INPUT MATERIAL:
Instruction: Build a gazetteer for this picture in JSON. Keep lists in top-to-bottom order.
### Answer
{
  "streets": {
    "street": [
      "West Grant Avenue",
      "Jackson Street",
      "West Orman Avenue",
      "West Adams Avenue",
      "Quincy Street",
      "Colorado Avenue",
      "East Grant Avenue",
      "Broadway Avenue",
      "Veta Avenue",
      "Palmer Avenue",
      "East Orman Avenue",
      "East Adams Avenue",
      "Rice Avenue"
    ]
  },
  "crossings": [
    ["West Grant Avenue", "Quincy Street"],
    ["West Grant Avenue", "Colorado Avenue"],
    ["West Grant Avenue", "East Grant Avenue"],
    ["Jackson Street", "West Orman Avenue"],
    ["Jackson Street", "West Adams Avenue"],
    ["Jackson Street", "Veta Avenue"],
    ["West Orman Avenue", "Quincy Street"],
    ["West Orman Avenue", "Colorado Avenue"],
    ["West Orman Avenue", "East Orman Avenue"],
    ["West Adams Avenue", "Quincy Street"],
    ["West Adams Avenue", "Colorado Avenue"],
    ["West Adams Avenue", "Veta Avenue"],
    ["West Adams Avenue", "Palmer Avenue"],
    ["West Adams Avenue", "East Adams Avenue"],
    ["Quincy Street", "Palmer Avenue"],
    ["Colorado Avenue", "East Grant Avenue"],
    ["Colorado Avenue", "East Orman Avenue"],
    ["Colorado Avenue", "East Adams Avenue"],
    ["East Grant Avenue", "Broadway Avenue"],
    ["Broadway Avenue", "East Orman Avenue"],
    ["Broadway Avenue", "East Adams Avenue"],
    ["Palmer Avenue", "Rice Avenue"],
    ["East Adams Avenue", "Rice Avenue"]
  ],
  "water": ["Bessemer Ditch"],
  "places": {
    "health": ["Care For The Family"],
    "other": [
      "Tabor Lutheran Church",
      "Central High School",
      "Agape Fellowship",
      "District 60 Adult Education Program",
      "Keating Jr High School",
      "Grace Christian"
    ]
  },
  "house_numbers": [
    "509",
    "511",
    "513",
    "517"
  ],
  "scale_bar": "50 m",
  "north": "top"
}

TASK STATEMENT:
Read the listing. Copy each line that has the word "Veta" in it.

RESPONSE TO THIS EXERCISE:
      "Veta Avenue",
    ["Jackson Street", "Veta Avenue"],
    ["West Adams Avenue", "Veta Avenue"],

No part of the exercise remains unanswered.